INPUT FOR THIS TASK.

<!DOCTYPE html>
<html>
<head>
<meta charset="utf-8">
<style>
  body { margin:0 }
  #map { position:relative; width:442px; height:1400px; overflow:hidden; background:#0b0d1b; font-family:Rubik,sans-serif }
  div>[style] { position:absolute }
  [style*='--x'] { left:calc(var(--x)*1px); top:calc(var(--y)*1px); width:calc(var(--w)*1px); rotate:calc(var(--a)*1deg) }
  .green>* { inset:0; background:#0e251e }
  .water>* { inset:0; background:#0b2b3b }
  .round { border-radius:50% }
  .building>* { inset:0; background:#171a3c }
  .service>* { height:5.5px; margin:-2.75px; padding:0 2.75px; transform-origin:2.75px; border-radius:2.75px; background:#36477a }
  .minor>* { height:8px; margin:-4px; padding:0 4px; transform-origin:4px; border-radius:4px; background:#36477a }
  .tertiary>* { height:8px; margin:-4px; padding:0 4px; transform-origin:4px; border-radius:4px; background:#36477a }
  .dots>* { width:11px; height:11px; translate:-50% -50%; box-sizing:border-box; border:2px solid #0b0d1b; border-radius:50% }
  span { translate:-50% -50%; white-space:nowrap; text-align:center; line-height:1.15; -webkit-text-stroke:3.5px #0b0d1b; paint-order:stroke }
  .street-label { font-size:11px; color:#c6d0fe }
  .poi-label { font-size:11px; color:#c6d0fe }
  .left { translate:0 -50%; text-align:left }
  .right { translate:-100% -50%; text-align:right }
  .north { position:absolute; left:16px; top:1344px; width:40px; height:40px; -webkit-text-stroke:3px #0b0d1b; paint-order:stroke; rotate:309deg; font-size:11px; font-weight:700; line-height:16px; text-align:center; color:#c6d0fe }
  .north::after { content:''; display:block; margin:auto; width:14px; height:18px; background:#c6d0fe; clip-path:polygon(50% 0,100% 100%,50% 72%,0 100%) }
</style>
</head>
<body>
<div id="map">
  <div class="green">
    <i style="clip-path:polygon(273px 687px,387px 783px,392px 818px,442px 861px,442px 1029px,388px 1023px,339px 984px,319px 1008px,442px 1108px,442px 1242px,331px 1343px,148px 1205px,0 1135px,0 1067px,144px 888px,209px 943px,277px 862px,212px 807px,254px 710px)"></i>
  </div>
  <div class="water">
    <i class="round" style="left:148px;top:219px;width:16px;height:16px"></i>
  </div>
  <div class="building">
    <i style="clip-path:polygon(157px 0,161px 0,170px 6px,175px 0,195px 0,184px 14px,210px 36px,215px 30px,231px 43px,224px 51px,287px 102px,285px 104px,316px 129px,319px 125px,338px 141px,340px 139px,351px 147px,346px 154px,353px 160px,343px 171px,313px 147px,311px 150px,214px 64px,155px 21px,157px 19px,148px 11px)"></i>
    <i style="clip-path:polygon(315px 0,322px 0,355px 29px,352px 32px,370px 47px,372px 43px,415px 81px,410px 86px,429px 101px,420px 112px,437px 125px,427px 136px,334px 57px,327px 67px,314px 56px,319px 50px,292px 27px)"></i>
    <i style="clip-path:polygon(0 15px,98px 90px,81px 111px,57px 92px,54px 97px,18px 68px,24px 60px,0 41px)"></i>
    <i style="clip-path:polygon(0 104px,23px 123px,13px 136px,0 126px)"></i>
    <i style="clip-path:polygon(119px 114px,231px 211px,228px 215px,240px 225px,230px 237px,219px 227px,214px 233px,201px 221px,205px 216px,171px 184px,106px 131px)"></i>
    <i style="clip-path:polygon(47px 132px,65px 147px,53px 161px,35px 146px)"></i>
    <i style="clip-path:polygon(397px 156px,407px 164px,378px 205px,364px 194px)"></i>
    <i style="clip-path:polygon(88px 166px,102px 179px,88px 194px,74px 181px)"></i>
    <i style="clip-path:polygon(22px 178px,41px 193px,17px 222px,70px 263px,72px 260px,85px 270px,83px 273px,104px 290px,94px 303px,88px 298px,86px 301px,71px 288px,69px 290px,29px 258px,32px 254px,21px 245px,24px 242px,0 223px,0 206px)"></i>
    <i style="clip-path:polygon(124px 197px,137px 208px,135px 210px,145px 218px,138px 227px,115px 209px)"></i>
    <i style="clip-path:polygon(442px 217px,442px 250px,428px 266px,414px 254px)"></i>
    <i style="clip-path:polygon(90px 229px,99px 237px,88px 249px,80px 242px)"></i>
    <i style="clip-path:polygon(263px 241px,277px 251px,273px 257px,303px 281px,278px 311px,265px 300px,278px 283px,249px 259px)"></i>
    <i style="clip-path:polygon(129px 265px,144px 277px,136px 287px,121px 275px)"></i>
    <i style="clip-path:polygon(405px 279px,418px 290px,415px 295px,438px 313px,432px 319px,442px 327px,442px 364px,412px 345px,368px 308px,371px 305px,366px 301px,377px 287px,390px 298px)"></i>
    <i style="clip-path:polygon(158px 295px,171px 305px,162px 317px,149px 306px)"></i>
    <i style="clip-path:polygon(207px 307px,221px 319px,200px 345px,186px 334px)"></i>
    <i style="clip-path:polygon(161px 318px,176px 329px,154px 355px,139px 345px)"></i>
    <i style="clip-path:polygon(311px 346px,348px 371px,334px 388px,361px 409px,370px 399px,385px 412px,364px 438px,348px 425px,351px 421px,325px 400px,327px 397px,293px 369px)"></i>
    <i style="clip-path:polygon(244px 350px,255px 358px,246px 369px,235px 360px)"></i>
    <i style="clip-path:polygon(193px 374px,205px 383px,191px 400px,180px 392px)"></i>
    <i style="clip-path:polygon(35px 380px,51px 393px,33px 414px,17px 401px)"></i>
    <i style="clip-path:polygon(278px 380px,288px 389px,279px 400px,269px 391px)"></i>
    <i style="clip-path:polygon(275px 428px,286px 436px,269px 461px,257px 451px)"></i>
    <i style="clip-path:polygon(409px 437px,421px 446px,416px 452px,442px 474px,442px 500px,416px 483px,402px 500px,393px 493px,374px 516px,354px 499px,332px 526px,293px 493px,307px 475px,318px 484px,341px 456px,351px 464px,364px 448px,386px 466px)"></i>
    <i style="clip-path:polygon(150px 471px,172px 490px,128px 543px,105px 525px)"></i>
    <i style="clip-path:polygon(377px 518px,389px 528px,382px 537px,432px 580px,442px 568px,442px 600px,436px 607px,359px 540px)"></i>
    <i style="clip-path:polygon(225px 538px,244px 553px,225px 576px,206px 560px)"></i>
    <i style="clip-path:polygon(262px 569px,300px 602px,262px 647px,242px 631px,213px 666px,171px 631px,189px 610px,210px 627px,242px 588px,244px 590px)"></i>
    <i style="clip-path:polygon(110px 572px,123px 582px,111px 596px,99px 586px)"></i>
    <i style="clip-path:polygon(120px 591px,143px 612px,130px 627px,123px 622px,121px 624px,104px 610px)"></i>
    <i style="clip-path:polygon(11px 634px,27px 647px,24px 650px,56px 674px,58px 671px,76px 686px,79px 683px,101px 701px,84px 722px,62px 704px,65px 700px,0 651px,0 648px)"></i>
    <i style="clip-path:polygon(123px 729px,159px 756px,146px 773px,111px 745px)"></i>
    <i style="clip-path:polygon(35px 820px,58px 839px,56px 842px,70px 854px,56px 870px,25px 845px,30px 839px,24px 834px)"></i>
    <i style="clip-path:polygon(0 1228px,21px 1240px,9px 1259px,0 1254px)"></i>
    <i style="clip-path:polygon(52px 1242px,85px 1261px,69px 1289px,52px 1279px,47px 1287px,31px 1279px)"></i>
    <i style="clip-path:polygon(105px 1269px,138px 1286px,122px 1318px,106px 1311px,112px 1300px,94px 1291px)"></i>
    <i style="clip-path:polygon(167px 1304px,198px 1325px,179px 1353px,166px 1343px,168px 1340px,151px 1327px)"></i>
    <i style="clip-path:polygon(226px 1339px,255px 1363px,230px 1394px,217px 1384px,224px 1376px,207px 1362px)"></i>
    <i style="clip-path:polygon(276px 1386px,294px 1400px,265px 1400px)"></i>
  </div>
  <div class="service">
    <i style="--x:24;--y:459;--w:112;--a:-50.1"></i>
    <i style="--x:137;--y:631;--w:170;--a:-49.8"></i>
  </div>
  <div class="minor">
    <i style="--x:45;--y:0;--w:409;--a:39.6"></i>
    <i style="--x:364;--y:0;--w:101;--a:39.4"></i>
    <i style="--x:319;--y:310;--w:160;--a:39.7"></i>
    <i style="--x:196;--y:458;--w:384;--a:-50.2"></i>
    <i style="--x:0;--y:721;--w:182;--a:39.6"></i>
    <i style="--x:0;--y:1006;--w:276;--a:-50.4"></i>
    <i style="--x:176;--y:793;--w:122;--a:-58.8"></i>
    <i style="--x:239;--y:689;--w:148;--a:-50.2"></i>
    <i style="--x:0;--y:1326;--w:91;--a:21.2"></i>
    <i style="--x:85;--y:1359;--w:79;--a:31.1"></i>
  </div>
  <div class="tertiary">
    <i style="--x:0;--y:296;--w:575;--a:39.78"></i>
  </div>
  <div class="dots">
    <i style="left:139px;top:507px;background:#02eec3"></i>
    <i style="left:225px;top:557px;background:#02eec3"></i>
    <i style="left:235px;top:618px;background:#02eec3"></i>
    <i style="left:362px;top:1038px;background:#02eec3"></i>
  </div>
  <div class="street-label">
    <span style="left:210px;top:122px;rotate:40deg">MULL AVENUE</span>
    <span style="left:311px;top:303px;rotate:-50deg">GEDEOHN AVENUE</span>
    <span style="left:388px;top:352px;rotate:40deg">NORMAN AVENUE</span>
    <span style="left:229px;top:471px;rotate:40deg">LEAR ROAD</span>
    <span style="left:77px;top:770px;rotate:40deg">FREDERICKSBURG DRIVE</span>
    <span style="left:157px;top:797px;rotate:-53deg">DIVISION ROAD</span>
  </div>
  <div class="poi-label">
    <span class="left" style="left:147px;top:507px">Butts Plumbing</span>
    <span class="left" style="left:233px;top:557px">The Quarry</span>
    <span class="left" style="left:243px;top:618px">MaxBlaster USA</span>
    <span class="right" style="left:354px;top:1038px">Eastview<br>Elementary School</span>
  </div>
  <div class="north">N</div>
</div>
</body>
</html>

EXERCISE INSTRUCTIONS. Starting at the first line of the records above, please copy every line exactly through the line containing "height:5.5px; margin:-2.75px; padding:0", and stop there.

SOLUTION FOR THIS PROBLEM.
<!DOCTYPE html>
<html>
<head>
<meta charset="utf-8">
<style>
  body { margin:0 }
  #map { position:relative; width:442px; height:1400px; overflow:hidden; background:#0b0d1b; font-family:Rubik,sans-serif }
  div>[style] { position:absolute }
  [style*='--x'] { left:calc(var(--x)*1px); top:calc(var(--y)*1px); width:calc(var(--w)*1px); rotate:calc(var(--a)*1deg) }
  .green>* { inset:0; background:#0e251e }
  .water>* { inset:0; background:#0b2b3b }
  .round { border-radius:50% }
  .building>* { inset:0; background:#171a3c }
  .service>* { height:5.5px; margin:-2.75px; padding:0 2.75px; transform-origin:2.75px; border-radius:2.75px; background:#36477a }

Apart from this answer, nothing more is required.